In these situations our goal is still to compare those who are treated and those who are not treated in a way that the only difference between the groups is exposure to treatment.

There are some fancy ways that we try to do this literally. One is regression discontinuity, where we look at situations like this:

In this situation we want to know what the effect of winning an election in one time period is on winning subsequent elections. Like other situations here we can’t just compare people who have won an election to people who haven’t won an election to see how they do… people who win elections are winners! They are very likely to be different than the pool of “normal” candidates. They might be of higher quality, or be able to attract more money, or have policies that are closer to the median voter. All of these things violate the principle of having two groups that are equivalent except for treatment.
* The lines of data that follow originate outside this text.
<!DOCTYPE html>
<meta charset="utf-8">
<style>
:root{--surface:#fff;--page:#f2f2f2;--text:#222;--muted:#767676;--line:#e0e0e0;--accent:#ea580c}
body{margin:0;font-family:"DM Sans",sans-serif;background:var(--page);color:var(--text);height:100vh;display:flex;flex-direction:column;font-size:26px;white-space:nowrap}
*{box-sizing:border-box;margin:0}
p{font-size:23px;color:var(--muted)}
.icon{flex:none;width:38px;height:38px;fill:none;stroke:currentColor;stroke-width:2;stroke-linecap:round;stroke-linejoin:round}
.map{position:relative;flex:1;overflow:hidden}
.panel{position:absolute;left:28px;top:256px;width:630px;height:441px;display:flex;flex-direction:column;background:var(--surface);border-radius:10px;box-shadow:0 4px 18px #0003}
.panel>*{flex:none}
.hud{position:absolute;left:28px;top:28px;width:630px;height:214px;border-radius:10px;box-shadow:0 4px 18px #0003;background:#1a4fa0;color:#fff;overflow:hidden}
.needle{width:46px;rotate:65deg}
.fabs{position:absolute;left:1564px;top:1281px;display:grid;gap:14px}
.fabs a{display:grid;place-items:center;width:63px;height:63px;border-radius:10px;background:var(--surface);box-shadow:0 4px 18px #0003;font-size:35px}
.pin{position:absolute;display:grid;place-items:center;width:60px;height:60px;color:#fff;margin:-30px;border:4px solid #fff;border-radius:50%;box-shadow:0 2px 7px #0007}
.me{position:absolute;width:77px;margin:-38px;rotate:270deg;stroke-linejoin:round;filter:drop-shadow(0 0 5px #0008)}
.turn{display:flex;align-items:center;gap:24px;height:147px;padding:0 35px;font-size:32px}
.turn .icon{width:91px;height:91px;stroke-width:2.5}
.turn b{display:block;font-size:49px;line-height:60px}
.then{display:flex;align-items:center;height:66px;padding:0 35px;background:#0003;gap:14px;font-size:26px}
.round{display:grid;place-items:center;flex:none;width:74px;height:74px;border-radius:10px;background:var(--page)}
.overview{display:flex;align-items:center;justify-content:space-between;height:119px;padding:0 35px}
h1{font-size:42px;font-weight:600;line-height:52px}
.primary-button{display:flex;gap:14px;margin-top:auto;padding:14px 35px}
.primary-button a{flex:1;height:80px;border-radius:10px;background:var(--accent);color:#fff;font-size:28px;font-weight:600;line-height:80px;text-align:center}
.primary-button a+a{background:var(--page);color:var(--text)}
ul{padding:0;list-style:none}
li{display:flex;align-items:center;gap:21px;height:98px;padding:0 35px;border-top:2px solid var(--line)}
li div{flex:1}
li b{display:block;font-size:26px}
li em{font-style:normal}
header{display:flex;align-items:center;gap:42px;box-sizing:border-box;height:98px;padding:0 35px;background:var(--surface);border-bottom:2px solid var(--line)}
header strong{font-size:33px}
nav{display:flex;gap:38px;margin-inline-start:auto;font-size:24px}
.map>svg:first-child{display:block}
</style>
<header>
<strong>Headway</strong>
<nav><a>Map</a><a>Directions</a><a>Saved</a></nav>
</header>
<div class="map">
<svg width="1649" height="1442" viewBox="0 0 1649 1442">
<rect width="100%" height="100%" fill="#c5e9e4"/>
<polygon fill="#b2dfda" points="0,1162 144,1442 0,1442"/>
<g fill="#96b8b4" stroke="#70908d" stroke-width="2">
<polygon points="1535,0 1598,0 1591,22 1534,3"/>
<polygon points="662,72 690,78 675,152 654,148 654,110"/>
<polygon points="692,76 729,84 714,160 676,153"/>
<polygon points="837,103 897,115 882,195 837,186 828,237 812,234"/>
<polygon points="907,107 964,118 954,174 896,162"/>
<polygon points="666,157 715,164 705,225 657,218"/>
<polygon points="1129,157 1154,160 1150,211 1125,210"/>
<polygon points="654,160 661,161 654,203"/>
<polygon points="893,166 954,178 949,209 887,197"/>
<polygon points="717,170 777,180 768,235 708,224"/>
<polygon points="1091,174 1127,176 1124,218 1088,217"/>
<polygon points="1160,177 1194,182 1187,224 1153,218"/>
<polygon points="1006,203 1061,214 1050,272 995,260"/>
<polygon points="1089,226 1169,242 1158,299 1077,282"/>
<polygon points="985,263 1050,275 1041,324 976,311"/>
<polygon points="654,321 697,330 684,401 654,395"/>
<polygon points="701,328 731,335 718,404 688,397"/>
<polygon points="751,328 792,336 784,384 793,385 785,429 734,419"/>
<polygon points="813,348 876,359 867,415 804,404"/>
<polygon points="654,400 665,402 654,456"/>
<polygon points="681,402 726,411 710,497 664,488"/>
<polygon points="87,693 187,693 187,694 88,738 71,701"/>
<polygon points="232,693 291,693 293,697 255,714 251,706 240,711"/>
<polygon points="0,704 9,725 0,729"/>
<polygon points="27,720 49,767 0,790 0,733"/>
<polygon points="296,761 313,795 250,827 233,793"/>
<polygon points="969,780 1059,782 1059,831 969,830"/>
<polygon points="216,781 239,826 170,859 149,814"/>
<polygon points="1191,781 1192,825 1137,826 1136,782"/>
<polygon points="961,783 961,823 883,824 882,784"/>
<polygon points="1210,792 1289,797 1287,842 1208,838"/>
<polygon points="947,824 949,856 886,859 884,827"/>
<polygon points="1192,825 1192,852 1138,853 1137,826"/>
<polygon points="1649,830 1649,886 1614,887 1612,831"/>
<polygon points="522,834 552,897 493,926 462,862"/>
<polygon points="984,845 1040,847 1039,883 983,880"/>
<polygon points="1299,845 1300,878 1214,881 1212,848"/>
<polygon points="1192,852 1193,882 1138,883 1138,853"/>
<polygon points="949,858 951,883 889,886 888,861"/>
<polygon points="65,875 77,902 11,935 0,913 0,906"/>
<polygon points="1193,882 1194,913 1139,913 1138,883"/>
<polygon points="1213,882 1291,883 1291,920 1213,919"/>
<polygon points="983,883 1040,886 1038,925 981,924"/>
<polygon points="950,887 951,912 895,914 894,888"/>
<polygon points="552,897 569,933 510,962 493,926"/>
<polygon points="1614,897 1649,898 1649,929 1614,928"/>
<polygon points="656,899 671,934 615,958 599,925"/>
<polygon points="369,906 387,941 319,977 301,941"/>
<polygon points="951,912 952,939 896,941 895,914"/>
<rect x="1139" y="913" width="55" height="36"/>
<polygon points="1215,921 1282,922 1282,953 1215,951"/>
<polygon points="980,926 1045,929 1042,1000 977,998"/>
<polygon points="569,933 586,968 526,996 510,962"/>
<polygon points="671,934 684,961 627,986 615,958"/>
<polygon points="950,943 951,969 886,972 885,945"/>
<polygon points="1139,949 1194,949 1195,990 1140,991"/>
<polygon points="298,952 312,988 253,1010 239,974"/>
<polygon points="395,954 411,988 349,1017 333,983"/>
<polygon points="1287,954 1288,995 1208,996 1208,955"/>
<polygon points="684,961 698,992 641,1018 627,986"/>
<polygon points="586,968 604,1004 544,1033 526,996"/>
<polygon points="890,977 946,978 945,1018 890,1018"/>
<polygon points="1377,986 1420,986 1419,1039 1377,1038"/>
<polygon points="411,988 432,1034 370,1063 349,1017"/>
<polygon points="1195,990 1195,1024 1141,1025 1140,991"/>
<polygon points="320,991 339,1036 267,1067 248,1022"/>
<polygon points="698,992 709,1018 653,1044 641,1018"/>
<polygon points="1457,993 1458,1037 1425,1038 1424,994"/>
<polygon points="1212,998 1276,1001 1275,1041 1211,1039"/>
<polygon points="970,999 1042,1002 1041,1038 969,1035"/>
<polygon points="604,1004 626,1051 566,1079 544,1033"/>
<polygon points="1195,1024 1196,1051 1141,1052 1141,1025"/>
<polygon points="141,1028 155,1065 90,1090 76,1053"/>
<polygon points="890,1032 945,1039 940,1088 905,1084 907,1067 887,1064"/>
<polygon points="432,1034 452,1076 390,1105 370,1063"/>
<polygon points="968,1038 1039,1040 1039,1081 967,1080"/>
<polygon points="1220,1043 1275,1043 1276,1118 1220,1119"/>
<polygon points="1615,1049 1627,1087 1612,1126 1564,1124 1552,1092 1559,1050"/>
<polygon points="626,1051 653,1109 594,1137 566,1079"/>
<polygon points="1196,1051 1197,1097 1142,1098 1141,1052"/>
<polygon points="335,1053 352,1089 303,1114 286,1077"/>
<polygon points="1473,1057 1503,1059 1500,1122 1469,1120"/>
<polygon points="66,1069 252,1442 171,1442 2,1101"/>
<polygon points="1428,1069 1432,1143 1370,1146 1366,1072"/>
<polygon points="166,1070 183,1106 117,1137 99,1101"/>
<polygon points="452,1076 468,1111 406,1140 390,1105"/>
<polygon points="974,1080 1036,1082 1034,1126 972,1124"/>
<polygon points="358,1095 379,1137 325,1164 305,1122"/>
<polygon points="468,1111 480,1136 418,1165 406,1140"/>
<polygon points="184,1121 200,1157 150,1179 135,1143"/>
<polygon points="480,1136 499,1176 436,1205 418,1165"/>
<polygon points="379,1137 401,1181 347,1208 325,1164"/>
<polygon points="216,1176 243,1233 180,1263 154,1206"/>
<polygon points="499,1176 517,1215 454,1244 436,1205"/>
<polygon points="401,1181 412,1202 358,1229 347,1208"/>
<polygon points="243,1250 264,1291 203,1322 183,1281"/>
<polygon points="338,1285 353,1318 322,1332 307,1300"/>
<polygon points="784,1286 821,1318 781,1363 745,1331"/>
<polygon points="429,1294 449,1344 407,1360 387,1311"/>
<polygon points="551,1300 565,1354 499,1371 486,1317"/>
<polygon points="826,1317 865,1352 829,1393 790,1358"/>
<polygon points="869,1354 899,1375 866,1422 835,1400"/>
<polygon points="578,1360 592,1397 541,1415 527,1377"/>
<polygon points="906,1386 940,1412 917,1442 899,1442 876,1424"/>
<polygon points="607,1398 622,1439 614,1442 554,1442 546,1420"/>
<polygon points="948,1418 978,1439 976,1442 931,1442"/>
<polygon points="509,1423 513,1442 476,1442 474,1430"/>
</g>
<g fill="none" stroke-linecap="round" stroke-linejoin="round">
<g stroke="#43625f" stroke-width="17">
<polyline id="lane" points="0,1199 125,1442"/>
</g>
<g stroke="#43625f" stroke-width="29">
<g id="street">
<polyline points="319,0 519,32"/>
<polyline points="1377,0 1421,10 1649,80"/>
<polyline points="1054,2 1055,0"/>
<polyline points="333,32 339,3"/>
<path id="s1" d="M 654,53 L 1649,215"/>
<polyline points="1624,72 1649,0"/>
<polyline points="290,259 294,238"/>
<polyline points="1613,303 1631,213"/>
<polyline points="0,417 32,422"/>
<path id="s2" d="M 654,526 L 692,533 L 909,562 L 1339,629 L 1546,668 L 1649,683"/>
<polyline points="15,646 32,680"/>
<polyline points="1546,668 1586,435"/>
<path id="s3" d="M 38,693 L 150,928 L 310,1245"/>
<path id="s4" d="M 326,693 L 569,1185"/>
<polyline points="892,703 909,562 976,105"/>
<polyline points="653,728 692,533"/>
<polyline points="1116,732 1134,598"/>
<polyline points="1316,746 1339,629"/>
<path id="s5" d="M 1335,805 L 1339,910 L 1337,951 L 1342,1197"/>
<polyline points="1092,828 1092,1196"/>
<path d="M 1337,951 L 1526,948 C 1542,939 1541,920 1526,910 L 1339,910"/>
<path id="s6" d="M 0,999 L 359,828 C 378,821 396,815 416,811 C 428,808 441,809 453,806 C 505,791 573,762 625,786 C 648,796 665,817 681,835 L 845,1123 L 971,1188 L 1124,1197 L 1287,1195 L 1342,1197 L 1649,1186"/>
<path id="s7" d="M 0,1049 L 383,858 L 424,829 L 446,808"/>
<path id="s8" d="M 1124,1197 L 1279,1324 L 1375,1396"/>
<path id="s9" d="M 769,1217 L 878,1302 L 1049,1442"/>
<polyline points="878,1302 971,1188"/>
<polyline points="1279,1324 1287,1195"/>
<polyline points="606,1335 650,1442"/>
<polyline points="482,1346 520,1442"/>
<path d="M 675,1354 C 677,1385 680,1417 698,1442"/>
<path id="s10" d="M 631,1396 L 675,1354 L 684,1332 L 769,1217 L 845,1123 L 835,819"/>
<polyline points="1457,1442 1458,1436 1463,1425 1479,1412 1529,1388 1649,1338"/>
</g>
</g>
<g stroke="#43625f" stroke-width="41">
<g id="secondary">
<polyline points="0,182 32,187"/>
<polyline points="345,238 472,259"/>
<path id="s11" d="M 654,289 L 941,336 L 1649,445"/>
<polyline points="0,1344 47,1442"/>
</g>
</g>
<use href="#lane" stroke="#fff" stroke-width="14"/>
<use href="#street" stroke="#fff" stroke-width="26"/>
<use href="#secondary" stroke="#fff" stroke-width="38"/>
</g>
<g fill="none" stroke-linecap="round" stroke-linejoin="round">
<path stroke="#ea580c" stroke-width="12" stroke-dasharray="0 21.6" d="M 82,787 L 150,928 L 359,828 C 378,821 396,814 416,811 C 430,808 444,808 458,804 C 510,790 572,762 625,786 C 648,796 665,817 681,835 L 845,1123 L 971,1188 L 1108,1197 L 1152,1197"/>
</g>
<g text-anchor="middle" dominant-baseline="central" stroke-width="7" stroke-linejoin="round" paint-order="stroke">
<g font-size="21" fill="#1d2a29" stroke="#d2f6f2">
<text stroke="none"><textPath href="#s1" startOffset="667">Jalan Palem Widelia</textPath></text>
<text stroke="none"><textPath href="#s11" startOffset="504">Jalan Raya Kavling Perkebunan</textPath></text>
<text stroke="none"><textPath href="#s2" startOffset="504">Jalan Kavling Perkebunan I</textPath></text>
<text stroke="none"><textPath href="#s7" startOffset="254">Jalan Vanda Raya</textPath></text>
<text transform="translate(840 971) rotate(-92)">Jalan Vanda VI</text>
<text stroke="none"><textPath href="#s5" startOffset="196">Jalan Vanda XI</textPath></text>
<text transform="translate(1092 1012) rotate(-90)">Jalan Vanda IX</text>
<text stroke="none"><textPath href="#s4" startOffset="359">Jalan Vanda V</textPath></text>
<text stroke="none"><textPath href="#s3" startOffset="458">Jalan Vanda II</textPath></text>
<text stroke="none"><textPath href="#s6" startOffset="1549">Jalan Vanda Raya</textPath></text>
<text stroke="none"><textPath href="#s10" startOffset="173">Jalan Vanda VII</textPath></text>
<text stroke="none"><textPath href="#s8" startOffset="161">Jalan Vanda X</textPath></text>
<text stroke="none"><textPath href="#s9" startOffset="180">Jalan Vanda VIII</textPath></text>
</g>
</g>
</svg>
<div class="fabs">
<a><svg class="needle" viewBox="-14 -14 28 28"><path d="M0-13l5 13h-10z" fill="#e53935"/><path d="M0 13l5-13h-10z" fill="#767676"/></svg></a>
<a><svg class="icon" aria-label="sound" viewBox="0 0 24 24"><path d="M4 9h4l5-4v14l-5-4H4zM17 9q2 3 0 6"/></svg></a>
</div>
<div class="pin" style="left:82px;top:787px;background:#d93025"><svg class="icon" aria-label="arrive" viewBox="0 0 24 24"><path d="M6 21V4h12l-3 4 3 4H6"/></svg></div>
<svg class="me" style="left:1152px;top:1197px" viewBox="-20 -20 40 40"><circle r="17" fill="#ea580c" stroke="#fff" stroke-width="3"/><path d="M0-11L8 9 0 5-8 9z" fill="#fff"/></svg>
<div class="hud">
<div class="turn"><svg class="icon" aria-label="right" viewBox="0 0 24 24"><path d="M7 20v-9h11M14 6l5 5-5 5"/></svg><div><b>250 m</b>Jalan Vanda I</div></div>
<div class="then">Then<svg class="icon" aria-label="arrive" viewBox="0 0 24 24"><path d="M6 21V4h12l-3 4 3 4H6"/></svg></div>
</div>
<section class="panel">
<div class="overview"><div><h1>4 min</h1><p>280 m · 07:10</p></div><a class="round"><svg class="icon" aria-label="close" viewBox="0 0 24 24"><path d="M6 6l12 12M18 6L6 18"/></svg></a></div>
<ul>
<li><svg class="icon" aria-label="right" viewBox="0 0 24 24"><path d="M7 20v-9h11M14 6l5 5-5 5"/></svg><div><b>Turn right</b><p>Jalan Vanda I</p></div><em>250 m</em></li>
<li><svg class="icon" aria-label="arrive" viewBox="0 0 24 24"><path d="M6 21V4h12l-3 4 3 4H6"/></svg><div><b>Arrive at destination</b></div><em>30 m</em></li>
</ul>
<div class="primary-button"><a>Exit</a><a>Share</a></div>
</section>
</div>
In the above graph we are looking at a group of people who ran in two consecutive elections. On the x-axis are the results of the “first” election these candidates ran in, and on the y-axis are the results of the “second” election these candidates ran in. Thinking about the the x-axis, people to the left of the dotted center line lost their first election and people to the right of that line won their first election.

The logic of regression discontinuity is that if we compare people who are just barely to the left and to the right of that center line we approach a situation where the two groups are comparable, except for the fact that one group won their election. Put another way: the people just to the left and right of the line in the graph are very similar, except one group got a lucky break and won their first election. The graph shows that these people do a good amount better in the second election!
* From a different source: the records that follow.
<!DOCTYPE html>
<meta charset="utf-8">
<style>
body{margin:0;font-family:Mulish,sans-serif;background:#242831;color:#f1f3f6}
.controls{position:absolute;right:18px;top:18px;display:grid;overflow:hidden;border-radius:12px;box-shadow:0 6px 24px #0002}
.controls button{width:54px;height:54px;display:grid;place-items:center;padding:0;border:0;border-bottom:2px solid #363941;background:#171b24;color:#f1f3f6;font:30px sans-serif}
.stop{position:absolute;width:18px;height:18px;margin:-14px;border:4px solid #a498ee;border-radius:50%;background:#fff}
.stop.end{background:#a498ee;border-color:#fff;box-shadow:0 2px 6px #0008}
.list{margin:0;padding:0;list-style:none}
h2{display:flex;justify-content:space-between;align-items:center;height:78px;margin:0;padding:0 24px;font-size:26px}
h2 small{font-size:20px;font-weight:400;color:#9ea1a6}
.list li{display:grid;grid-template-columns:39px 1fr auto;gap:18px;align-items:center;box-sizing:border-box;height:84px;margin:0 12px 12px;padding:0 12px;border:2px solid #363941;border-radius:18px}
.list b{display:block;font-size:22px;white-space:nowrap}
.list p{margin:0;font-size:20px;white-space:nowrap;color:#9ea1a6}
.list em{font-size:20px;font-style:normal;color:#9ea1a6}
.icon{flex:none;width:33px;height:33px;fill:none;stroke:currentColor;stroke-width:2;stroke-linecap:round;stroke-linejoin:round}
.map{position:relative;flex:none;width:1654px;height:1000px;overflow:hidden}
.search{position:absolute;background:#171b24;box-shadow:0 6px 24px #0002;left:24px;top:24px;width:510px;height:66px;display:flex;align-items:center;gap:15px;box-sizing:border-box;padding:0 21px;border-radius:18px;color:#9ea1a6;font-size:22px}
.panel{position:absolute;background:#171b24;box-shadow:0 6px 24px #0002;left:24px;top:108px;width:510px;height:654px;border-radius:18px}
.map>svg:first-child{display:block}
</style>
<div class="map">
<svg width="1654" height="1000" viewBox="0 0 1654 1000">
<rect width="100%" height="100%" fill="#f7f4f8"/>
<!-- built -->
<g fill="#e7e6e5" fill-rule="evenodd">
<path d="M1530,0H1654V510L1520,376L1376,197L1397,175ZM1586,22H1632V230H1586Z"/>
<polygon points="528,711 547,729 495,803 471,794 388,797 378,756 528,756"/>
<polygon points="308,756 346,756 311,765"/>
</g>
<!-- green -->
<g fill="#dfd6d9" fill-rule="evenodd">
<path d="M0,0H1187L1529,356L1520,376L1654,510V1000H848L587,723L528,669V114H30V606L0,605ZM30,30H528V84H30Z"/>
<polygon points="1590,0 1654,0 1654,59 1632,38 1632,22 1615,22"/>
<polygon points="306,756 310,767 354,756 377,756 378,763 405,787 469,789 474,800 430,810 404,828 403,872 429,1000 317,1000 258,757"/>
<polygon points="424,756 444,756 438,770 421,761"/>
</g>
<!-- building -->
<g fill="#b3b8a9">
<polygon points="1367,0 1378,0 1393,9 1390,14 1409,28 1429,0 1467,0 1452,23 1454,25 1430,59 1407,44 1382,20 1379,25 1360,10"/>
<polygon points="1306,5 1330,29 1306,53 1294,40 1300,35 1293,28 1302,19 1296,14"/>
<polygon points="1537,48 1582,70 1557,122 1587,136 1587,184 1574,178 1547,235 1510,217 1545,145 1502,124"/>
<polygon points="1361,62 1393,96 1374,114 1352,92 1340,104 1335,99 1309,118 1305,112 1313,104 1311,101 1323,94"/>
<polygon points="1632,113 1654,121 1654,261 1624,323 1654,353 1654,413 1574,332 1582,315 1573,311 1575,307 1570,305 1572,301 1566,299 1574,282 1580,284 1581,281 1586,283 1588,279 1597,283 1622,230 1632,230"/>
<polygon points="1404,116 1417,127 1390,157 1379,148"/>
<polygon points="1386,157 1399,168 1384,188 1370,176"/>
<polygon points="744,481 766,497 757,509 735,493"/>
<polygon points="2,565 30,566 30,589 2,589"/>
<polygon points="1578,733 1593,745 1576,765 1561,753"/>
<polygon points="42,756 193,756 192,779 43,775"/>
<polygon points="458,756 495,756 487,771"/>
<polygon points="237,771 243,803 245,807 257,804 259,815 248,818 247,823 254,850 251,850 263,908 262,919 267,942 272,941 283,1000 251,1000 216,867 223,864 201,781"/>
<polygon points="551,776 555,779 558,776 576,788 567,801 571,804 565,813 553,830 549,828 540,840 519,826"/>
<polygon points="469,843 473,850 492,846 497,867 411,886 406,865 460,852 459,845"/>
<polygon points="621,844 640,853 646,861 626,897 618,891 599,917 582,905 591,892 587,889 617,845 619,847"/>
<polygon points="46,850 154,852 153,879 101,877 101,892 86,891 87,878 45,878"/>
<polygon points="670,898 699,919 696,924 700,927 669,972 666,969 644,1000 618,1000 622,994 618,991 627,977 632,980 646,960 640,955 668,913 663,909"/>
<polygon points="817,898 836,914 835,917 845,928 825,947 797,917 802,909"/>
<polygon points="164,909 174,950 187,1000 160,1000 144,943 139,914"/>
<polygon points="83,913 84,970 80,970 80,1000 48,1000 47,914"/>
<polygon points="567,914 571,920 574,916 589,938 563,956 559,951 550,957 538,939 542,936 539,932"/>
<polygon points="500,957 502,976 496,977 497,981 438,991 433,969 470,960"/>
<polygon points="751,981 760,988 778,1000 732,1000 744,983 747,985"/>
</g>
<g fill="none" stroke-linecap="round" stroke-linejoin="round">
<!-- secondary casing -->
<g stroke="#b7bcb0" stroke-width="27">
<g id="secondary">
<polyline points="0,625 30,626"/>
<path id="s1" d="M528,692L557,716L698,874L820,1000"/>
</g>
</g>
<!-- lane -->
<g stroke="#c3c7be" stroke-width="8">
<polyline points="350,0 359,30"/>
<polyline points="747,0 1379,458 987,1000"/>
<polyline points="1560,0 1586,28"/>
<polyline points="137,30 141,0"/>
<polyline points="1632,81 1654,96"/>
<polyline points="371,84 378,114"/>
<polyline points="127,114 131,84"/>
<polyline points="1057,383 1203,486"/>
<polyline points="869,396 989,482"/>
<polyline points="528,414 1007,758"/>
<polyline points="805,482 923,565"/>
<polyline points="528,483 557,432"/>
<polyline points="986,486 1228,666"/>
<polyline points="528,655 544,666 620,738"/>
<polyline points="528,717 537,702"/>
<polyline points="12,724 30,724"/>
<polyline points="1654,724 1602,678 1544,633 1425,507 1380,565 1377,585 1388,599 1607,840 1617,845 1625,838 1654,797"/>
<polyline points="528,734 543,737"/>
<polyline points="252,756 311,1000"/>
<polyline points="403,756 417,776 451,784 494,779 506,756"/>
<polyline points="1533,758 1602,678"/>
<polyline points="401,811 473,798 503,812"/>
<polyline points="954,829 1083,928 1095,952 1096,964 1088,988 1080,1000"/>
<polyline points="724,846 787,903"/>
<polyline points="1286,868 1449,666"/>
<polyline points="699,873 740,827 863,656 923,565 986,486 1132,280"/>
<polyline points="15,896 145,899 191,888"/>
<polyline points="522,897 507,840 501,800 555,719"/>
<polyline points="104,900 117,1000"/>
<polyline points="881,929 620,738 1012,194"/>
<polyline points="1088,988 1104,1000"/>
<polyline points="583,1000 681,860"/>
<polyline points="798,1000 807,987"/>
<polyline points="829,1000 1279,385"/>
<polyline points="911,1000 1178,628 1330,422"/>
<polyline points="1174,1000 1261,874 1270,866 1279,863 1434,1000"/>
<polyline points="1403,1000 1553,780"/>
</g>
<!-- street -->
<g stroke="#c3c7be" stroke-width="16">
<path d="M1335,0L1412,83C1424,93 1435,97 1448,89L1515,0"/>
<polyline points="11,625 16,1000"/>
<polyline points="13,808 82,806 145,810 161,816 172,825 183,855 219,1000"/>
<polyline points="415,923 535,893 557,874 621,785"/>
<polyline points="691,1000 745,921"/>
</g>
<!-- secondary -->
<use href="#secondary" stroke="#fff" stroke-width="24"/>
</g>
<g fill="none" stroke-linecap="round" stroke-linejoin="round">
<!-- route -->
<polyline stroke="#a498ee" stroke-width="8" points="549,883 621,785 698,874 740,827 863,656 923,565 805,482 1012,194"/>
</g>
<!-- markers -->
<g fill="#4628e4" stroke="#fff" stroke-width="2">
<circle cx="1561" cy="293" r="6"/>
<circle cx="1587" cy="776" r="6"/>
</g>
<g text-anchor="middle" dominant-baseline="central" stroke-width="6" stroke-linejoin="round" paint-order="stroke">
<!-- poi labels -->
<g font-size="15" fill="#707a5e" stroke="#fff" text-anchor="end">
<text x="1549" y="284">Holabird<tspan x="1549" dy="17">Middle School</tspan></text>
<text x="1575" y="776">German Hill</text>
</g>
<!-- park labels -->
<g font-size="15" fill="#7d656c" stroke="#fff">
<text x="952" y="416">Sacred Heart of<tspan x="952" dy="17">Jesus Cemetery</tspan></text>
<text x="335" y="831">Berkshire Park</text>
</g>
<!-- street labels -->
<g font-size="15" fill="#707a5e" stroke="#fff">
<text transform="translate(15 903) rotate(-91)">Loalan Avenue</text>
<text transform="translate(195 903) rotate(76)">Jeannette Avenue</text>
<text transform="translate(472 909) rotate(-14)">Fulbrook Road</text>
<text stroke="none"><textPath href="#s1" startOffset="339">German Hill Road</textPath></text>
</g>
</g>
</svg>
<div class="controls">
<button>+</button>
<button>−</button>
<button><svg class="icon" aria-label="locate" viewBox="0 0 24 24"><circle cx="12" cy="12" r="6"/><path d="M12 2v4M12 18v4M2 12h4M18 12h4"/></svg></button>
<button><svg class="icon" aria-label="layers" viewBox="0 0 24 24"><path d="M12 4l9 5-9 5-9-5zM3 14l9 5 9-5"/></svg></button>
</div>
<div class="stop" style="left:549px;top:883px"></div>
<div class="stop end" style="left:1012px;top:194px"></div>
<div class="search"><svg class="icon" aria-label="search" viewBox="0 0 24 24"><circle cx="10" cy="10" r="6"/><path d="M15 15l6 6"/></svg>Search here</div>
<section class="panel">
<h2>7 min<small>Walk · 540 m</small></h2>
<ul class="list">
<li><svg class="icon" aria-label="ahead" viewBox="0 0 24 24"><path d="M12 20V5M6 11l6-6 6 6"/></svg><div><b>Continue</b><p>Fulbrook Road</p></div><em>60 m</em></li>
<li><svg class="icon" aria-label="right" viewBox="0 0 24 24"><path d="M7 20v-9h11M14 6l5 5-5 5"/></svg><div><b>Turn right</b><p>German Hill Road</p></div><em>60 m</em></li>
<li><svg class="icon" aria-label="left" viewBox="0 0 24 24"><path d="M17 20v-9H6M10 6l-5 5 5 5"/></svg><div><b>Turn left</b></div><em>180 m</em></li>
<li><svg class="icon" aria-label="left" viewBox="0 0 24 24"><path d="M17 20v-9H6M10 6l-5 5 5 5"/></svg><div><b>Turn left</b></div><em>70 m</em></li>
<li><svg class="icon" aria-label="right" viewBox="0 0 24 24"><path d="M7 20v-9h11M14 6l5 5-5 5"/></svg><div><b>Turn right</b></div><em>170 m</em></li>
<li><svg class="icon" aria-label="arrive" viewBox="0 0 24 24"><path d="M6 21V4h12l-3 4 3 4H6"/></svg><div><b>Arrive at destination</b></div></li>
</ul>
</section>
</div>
But the usefulness of techniques like Regression Discontinuity are pretty limited.

Instead, a more nuanced way to think about causality is to think about it as a continuum where we rule out factors that cause both selection into treatment and the outcome. Instead of thinking about “x definitely causes y”, a more fruitful place to be is “we’re not definitely sure that x causes y, but we’ve rules out z as a potential alternative explanation”.